(Data entries)

※

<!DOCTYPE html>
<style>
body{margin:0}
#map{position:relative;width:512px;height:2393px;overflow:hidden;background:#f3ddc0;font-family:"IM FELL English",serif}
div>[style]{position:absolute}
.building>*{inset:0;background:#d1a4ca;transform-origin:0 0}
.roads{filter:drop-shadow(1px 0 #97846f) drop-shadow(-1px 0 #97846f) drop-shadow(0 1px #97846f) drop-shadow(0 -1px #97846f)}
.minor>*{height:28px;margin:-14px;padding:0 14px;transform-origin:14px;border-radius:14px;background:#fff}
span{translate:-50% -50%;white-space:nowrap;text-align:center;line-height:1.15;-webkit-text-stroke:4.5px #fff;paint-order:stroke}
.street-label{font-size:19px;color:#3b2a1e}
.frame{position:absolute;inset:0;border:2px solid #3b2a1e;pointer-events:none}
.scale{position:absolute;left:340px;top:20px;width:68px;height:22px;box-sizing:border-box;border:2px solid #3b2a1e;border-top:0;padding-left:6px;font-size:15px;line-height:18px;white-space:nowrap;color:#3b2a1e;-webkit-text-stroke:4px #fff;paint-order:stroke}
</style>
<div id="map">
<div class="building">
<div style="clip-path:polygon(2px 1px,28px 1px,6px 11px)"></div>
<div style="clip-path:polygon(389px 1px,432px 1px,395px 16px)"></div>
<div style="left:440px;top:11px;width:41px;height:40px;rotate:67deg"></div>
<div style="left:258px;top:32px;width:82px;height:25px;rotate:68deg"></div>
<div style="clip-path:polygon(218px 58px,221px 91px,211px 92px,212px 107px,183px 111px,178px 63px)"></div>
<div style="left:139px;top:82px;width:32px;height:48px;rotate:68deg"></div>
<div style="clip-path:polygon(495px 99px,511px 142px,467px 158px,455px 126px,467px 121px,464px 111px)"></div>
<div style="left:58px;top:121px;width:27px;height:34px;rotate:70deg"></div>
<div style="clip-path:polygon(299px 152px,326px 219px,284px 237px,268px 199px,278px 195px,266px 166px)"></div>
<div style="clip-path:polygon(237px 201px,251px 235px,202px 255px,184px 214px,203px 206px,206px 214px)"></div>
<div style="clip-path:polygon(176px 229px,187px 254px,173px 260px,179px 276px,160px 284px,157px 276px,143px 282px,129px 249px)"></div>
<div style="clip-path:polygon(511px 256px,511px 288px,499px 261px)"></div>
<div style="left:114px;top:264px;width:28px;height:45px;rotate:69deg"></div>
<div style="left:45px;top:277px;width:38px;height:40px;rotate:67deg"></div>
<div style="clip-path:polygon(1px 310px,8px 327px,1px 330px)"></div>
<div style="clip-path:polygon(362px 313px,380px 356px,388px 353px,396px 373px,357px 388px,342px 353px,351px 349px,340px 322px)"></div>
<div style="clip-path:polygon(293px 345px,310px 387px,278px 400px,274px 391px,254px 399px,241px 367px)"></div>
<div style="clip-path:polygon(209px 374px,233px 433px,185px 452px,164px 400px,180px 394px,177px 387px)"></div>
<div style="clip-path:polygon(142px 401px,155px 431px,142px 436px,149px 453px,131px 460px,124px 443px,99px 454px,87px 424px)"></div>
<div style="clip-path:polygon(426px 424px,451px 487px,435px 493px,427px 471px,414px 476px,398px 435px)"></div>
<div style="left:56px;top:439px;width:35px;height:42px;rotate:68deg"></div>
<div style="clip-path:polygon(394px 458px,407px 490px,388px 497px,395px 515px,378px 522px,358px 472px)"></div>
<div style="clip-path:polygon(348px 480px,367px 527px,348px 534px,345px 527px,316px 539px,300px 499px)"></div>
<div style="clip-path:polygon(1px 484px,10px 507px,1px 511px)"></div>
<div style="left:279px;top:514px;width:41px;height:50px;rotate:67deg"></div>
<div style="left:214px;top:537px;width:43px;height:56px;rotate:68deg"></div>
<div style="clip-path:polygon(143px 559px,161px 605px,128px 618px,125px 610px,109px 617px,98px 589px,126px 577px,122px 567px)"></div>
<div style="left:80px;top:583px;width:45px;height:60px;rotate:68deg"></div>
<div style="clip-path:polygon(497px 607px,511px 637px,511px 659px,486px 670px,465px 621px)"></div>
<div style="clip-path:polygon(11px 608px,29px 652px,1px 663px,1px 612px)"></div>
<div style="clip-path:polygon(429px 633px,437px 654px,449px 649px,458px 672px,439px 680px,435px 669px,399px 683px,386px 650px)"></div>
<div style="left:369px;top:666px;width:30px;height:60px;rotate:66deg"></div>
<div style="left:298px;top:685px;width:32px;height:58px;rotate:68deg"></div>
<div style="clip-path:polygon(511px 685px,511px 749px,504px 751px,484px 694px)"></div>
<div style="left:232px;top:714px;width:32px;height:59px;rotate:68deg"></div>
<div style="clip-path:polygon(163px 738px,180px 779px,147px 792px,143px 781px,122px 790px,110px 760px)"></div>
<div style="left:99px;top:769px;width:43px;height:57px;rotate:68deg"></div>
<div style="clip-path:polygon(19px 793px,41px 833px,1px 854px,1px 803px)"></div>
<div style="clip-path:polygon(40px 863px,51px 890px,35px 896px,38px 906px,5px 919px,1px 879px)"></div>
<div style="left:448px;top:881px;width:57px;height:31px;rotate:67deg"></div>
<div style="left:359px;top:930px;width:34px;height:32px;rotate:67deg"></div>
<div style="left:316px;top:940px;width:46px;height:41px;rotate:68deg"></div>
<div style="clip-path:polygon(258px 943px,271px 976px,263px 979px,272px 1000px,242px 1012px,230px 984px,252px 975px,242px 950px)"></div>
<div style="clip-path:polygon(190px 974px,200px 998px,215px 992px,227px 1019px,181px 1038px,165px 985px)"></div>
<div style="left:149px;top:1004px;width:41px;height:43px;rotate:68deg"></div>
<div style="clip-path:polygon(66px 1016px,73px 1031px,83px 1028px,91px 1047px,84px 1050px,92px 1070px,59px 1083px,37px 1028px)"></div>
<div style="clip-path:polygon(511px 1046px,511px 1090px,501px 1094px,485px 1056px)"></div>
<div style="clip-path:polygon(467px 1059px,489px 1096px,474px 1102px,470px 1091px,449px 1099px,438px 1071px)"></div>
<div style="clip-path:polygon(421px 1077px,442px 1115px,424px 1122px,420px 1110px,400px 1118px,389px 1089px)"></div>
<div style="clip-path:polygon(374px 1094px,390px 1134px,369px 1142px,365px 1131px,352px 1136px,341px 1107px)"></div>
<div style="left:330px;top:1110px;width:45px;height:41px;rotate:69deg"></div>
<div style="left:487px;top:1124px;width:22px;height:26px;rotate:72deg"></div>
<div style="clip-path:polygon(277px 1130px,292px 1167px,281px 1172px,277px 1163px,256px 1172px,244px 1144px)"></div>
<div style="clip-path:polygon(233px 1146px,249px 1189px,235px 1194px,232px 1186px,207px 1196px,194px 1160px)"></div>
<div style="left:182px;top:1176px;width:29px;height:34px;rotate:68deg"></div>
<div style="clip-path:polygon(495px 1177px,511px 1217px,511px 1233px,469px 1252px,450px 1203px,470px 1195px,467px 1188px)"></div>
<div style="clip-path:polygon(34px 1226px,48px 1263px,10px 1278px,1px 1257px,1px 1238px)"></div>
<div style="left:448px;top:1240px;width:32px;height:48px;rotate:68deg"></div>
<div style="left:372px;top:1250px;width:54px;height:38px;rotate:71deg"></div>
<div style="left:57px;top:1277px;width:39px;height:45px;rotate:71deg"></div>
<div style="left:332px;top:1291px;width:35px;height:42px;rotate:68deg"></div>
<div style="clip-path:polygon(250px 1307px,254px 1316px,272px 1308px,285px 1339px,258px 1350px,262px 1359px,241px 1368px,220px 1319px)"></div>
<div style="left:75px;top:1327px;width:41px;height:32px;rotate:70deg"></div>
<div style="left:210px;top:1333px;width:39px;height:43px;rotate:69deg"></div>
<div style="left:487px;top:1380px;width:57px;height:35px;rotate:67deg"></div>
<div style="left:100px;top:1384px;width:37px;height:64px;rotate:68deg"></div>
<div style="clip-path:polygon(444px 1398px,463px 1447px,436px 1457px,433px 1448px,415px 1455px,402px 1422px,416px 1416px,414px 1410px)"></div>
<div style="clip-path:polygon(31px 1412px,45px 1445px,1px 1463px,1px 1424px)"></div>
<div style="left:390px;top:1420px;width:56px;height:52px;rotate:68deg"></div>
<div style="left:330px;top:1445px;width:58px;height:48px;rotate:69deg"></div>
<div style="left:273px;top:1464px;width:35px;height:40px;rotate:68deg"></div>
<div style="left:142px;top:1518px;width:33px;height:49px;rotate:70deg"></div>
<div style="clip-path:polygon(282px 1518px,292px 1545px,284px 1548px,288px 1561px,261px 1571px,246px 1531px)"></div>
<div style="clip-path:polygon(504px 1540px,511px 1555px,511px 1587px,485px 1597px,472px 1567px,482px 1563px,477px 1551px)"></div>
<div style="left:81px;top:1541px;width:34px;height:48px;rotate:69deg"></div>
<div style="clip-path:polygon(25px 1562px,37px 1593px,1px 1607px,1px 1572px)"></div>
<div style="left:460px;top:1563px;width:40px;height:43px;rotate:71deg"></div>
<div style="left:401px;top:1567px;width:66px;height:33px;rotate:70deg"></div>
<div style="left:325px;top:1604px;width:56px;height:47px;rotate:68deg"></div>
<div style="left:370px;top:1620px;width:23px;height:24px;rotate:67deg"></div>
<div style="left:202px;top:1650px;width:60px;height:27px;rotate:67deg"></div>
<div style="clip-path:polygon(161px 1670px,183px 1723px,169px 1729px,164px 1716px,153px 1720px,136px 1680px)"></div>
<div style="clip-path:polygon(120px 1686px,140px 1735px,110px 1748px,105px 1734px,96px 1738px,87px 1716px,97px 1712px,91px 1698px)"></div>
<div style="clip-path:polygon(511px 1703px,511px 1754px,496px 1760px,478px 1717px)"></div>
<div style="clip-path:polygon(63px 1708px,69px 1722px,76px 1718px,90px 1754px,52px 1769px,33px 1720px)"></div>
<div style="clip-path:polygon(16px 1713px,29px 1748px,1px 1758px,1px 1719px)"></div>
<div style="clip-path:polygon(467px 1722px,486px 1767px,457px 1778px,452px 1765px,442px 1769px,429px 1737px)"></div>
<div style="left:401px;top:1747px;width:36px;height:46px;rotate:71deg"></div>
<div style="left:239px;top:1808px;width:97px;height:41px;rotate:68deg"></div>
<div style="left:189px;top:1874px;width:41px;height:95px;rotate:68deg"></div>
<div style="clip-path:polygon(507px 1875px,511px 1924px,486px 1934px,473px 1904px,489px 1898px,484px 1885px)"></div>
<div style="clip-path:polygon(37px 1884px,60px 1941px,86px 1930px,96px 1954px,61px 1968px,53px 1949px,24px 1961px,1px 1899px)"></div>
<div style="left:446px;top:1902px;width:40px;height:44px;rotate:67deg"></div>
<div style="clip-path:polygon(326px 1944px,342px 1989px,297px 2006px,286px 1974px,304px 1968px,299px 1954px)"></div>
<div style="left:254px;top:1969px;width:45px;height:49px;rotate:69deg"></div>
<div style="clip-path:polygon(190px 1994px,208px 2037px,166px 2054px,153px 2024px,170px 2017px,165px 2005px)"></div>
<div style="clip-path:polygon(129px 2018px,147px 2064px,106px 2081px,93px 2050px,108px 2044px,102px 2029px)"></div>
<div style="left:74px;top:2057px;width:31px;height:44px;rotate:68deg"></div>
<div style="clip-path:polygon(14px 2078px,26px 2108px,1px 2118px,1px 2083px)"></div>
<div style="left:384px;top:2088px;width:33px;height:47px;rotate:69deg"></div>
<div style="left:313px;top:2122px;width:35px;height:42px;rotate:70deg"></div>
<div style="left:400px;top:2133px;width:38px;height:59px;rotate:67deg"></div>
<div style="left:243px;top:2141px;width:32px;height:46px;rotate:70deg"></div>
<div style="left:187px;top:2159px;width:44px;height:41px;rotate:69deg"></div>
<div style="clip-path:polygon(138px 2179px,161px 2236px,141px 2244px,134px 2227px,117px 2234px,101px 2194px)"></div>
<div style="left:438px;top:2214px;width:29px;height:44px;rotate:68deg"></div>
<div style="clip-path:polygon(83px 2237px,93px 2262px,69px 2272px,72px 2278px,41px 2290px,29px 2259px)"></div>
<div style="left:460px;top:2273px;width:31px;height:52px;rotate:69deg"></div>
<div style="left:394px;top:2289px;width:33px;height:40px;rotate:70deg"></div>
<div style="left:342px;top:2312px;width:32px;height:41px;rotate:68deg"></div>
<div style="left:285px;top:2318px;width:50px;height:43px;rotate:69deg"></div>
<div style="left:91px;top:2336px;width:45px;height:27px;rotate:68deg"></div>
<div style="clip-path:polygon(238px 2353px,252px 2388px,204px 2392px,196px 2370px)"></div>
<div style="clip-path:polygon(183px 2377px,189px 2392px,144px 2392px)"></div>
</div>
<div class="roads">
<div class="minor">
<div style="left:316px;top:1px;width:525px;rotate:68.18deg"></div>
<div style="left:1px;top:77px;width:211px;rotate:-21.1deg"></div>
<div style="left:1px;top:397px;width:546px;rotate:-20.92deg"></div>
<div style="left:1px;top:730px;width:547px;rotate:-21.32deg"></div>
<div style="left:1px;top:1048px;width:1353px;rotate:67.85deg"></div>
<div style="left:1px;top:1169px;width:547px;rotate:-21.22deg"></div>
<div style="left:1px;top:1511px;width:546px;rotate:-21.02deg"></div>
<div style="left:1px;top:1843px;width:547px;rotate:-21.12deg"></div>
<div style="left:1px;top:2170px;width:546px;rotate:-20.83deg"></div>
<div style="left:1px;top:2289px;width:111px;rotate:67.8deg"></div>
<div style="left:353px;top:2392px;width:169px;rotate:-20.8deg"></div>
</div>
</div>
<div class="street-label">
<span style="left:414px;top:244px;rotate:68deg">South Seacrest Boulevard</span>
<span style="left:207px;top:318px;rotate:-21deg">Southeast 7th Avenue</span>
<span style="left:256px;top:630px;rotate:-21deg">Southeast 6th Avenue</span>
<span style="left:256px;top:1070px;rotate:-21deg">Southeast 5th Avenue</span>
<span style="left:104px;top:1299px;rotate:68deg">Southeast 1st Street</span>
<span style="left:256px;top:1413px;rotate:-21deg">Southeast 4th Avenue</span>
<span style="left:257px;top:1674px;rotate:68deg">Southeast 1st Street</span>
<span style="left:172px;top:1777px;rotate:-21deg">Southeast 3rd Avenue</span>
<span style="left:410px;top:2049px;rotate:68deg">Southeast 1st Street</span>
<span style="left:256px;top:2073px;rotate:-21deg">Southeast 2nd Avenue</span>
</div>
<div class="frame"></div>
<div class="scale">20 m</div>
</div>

※

Problem details | The answer must consist of each line in the entries above that includes "color".

The completed task |
.street-label{font-size:19px;color:#3b2a1e}
.scale{position:absolute;left:340px;top:20px;width:68px;height:22px;box-sizing:border-box;border:2px solid #3b2a1e;border-top:0;padding-left:6px;font-size:15px;line-height:18px;white-space:nowrap;color:#3b2a1e;-webkit-text-stroke:4px #fff;paint-order:stroke}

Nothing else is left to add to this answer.